Möglichst unauffällig wird auf allen Ebenen mit strategischem Einfallsreichtum gegen die Konkurrentin gearbeitet. Verbündete werden gesucht. Erstaunlicherweise empfindet sich die Betroffene selbst dabei auch oft noch als Opfer. Männer hingegen würden ihren Gegner meist einfach durch Leistung übertrumpfen. Frauen reicht das selten; sie neigen dazu, die andere Frau auch als Person ausschalten zu wollen. Da das heimliche Ziel der Stutenbissigkeit unter Frauen jedoch uneingestanden und „undercover“ ist, werden möglichst viele Personen mit möglichst großem Einfluss versucht hinein zu ziehen.
Hinterhältig, intrigant, unter der Gürtellinie, brodelnde Gerüchteküche, neidisches und missgünstiges Verhalten, üble Absichten unterstellen, gute Ideen klauen oder das zumindest mal der anderer unterstellen, erbitterte Konkurrenz, Sticheln, Mobben, Verharmlosen, schonungsloses Bloßstellen, Missachten, Schweigen, Aussitzen, versteckte Aggressivität, schiefe Blicke und Anschuldigungen?
Wenn Stutenbissigkeit unter Frauen auftritt, handelt es sich oft um Frauen, die in irgendeiner Form mit angezogener Handbremse leben. Häufig handelt es sich auch um selbst auferlegte Verbote etc. Oft macht jedoch bereits das Äußere, Frauen zu Rivalinnen. Das kommt selbst bei intelligenten Frauen vor.
Stutenbissigkeit unter Frauen entsteht meist gleichzeitig auf der Ebene der Kompetenz und der Attraktivität.

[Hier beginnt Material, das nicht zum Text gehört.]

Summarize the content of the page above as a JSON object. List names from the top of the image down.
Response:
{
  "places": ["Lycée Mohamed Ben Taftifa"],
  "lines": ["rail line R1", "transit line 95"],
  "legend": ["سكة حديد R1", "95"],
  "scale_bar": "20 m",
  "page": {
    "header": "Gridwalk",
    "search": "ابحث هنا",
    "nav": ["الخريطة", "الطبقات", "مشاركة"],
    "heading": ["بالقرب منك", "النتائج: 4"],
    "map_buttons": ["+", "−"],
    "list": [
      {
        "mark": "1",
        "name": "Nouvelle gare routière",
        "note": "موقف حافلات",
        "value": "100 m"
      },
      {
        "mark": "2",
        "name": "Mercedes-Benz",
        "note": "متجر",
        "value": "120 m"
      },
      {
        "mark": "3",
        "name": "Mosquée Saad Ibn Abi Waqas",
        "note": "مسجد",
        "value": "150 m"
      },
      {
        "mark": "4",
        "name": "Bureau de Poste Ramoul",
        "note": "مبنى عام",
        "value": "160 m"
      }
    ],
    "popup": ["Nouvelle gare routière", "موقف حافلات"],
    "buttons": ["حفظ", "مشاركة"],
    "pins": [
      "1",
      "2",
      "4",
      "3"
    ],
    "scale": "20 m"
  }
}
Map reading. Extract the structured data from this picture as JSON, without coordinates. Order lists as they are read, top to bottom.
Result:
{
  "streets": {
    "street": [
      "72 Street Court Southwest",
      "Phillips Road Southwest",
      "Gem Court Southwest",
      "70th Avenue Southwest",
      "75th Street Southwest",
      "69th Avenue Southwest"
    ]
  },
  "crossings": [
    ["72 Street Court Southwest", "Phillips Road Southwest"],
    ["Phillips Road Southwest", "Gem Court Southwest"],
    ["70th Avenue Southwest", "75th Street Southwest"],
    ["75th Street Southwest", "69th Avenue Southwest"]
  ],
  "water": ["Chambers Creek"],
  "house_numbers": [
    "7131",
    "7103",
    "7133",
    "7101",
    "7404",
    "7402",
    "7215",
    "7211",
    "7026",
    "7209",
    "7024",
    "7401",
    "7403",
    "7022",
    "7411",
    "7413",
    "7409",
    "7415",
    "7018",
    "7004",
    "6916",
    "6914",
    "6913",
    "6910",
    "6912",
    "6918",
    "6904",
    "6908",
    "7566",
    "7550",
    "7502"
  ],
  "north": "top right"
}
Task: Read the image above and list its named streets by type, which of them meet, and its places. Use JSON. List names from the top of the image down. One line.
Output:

Hebt sich eine Frau irgendwie aus einer Gruppe von Frauen hervor, wird ihr die Zugehörigkeit im Club der Frauensolidarität gekündigt, Mobbing und Stutenbissigkeit unter Frauen setzen ein.
(coaching-blog.info)
Hunderttausende, die betroffen sind und ebenso viele, die es vehement abstreiten würden.
„Ich bin doch nicht stutenbissig. Also, ich kenne solche Frauen, aber ich bin eher der Meinung, man muss auch gönnen können!“
Wie oft habe ich das schon gehört. Beißen tun angeblich immer nur die anderen. Ich überlegte, hatte ich mir schon ähnliche Rituale zu Eigen gemacht, um eine Rivalin aus dem Feld zu stechen?
NEIN!
Ich bin nicht neidisch auf den Erfolg anderer Frauen. Schon gar nicht auf den Erfolg meiner Freundinnen. Ich sehe es als Stück meines eigenen Erfolges, weil ich sie oftmals begleitet habe, mit ihnen gekämpft und gefiebert habe. Ich freue mich mit ihnen und leide genauso, wenn etwas schief geht. Das ist meine blauäugige Auffassung von Freundschaft!
Es gibt nur eine einzige Ausnahme. Sollte es jemand wagen, sich an meiner Beute zu schaffen zu machen, dann werde ich komisch. Hat aber weder mit Stuten noch Puten zu tun, da positioniere ich mich dann doch lieber in der Raubtierabteilung! Miauu!